Vietnam's third Constitution, based on that of the USSR, was written in 1980. The Communist Party was stated by the Constitution to be the only party to represent the people and to lead the country, according to Communist ideals. 

In 1980, cosmonaut Phạm Tuân became the first Vietnamese person and the first Asian to go into space, traveling on the Soviet Soyuz 37 to service the Salyut 6 space station.

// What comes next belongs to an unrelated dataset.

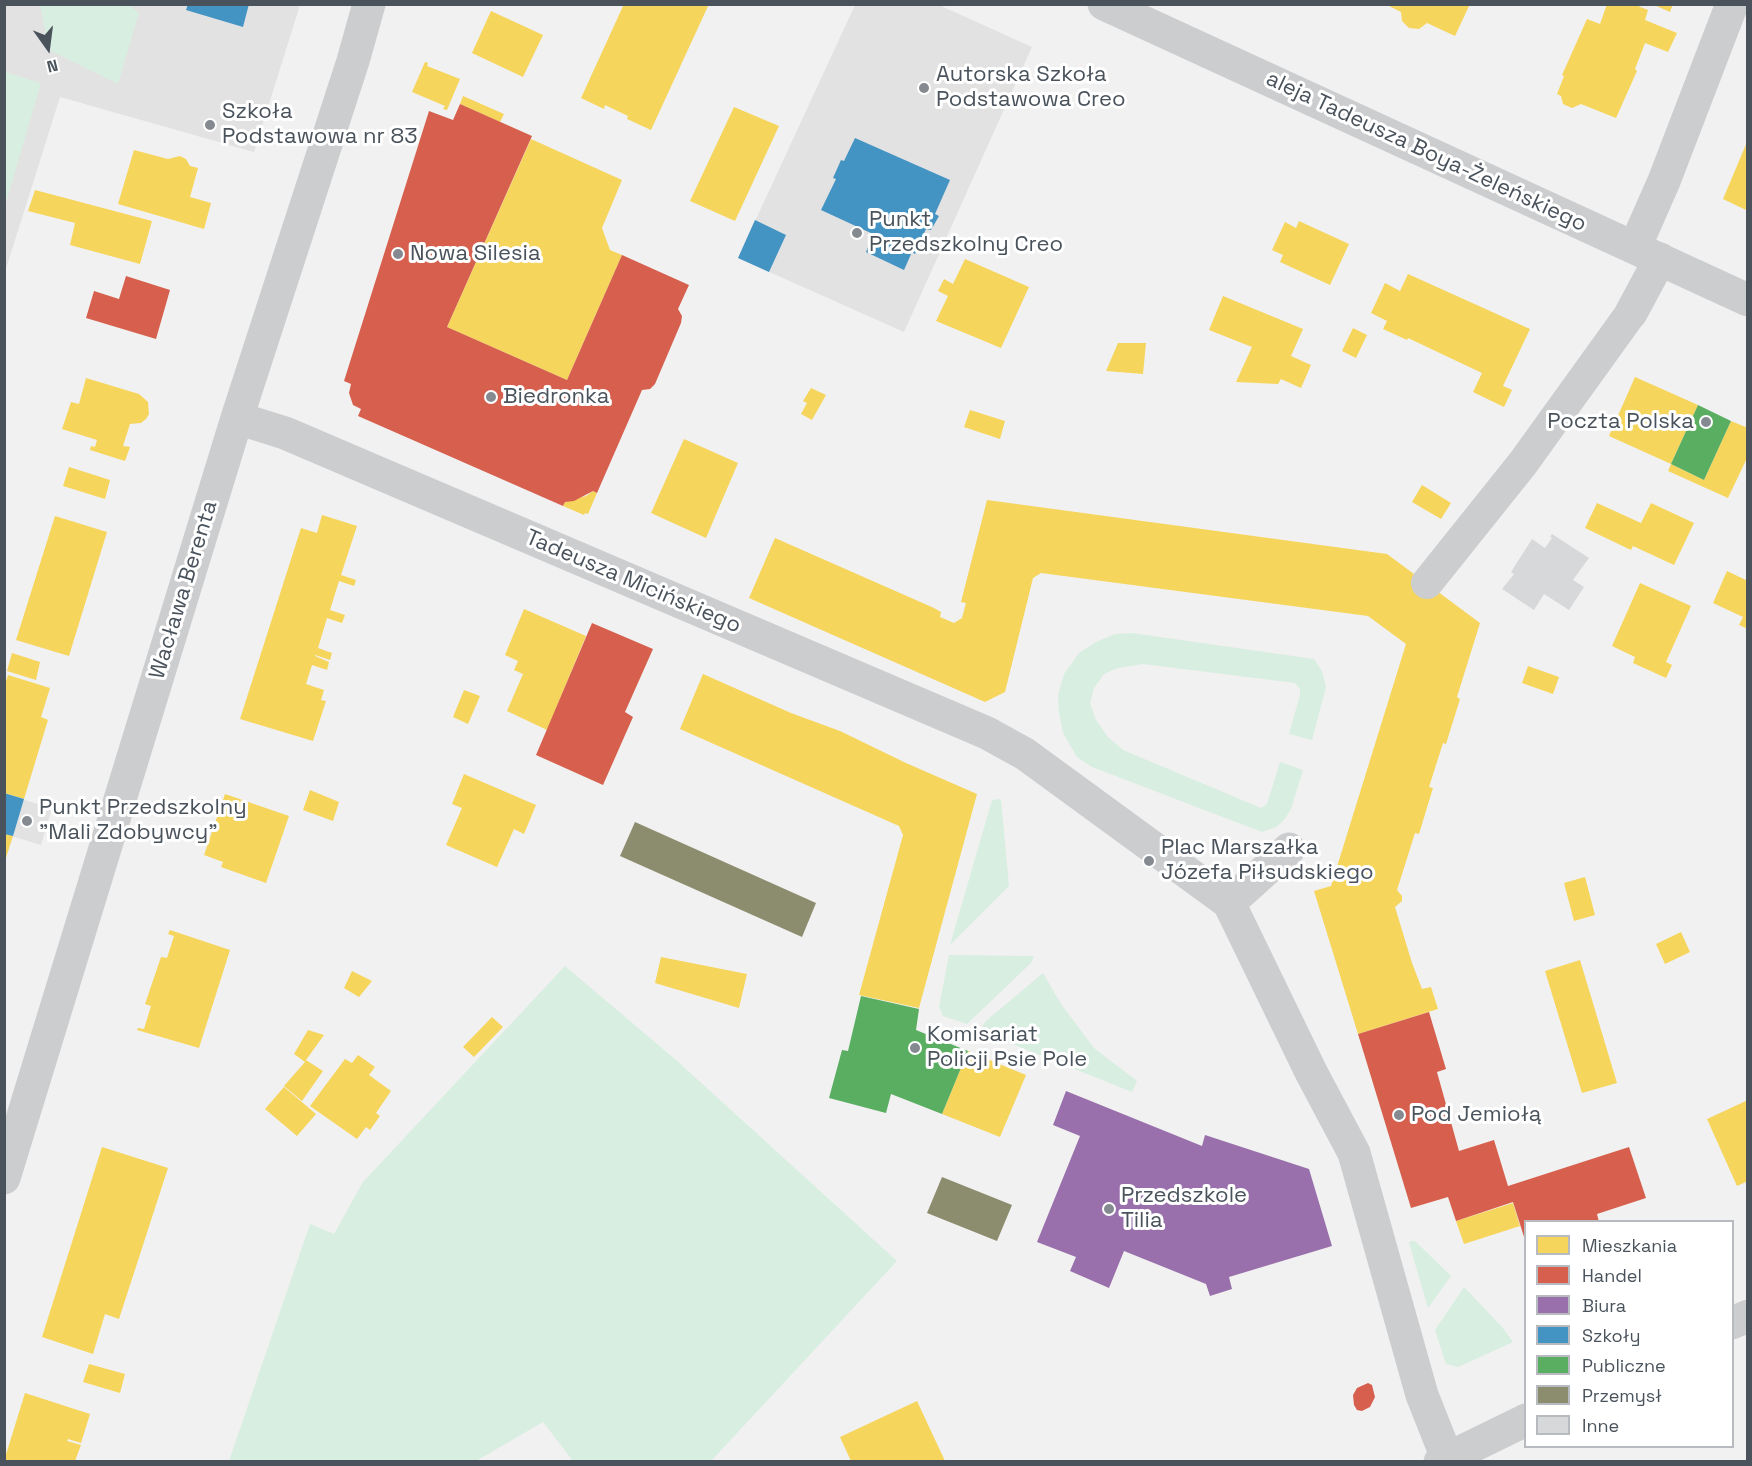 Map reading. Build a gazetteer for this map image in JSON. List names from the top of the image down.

During the early 1980s, a number of overseas Vietnamese organisations were created with the aim of overthrowing the Vietnamese Communist government through armed struggle once peaceful protesting was no longer a viable option. Most groups attempted to infiltrate Vietnam but they were eventually executed by Vietnamese security and armed forces. Most notable were the organisations led by Hoàng Cơ Minh from the US, Võ Đại Tôn from Australia, and Lê Quốc Túy from France. Hoàng Cơ Minh was killed during an ambush in Laos. Võ Đại Tôn was captured and imprisoned until his release in December 1991. Lê Quốc Túy stayed in France so he could undergo kidney treatment while his allies were arrested and executed in Vietnam. These organisations gained massive funding from US-aligned interest groups as from their eyes, transitioning modern-day Vietnam into a democratic system would be a superior economic and social alternative and would improve the lifestyle of many of those living under the current socialist system (which utilises many capitalist-style marketing techniques anyway), whereas Pro-Socialists in Vietnam may unwittingly see this act, even if it is viewed as benign by pro-democratic, as an act of reopening unhealed wounds. Additionally, a drastic shift in governance ideology would produce a change too vast for the Vietnamese to cope with, as evident with how Russia suffered immense drops in economic and social conditions when USSR dissolved in 1991. In the following decades of the dissolution of the USSR, only five or six of the post-communist states are on a path to joining the wealthy capitalist West while most fell behind, some to such an extent that it will take over fifty years to catch up to where they were before the fall of the Soviet Bloc, justifying that Vietnam did not need to transition to democracy anytime soon.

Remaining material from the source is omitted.